Gelatin is the common base for photographic film and plates, including holographic materials. Polyester film or glass plates are coated with a thin layer of gelatin infused with silver halide and other chemicals that give the film its light-sensitive properties. The gelatin is the vehicle to carry the silver halide in place during film storage, exposure, and development. Otherwise, it is inert.
However, when ammonium or potassium dichromate is mixed with the gelatin, the gelatin becomes weakly light-sensitive. This opens a door to another arena for the holographer, entirely different from the more traditional silver-halide process. The grossly simplified explanation is that light in the presence of dichromate molecules cause hardening of the gelatin. The hardened gelatin diffracts light differently from unhardened gelatin, so the gelatin can record a diffraction pattern necessary for a hologram. An exposed dichromated gelatin plate is "developed" by first removing the dichromate in a water rinse, then removing the water through a sequence of alcohol baths.
Dichromated gelatin, or DCG, holograms are phenomenally bright. Unfortunately, gelatin is hygroscopic, meaning it has a tendancy to absorb water, and as the gelatin reabsorbs the water removed by the alcohol baths, the hologram will fade away. To preserve the hologram, it must be sealed from moisture, usually with some type of epoxy.

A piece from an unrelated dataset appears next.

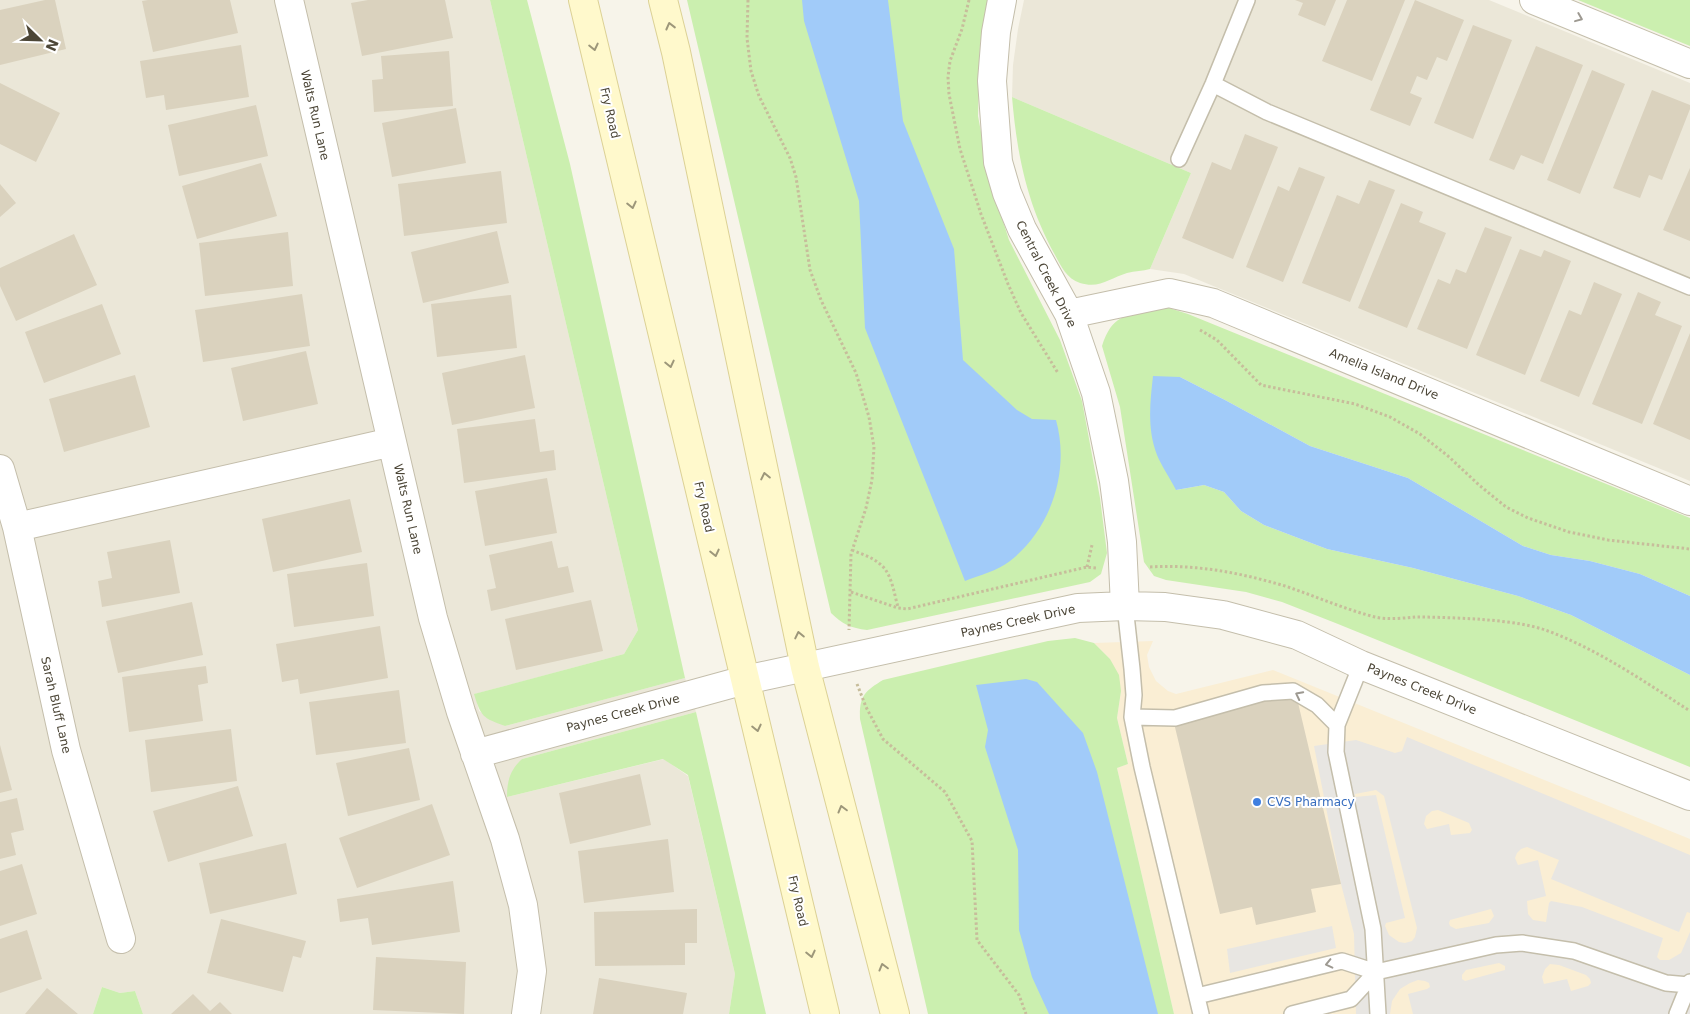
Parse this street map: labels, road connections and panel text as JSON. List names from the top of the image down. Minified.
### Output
{"streets":{"main road":["Fry Road"],"street":["Walts Run Lane","Central Creek Drive","Amelia Island Drive","Paynes Creek Drive","Sarah Bluff Lane"]},"crossings":[["Fry Road","Paynes Creek Drive"],["Walts Run Lane","Paynes Creek Drive"],["Central Creek Drive","Amelia Island Drive"],["Central Creek Drive","Paynes Creek Drive"]],"places":["CVS Pharmacy"],"north":"bottom right"}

Dichromated gelatin is roughly 1,000 times less sensitive to light than the typical silver halide film, and even then it is most sensitive at the short end of the light spectrum (blues and violets), moderately sensitive to greens, and virtually blind to reds without some complicated chemical treatment to improve its red sensitivity. Most DCG holograms are produced using green or blue lasers at the higher end of the power scale, 100 mW or more.
A serviceable 100 mW green laser suitable for holography may be out of reach of the hobbyist wanting to just give DCG a try. Nonetheless, modest sized holograms can be produced with modest power lasers. The image on the right was created by a newcomer to DCG techniques. A handful of 1/4"-20 socket-head screws were the subject; the glass plates, 2 x 3" large microscope slides, and the laser used was a Coherent C215M-10 operating at a lowly 10 mW.
Overview of the Process
Conceptually, making dichromated gelatin plates then processing them after exposure is fundamentally simple. The emulsion is made from ammonium or potassium dichromate, gelatin, and water. Often the formula used is expressed as a series of three numbers, where the numbers represent the ratio of the three components. The recipe, 5-30-250, means 5 grams of dichromate to 30 grams of gelatin to 250 milliliters of water (also grams). The gelatin is first added to cold water and allowed to swell, the mixture is heated while stirred continually until the gelatin is completely dissolved. The dichromate is then added with continued stirring until completely dissolved.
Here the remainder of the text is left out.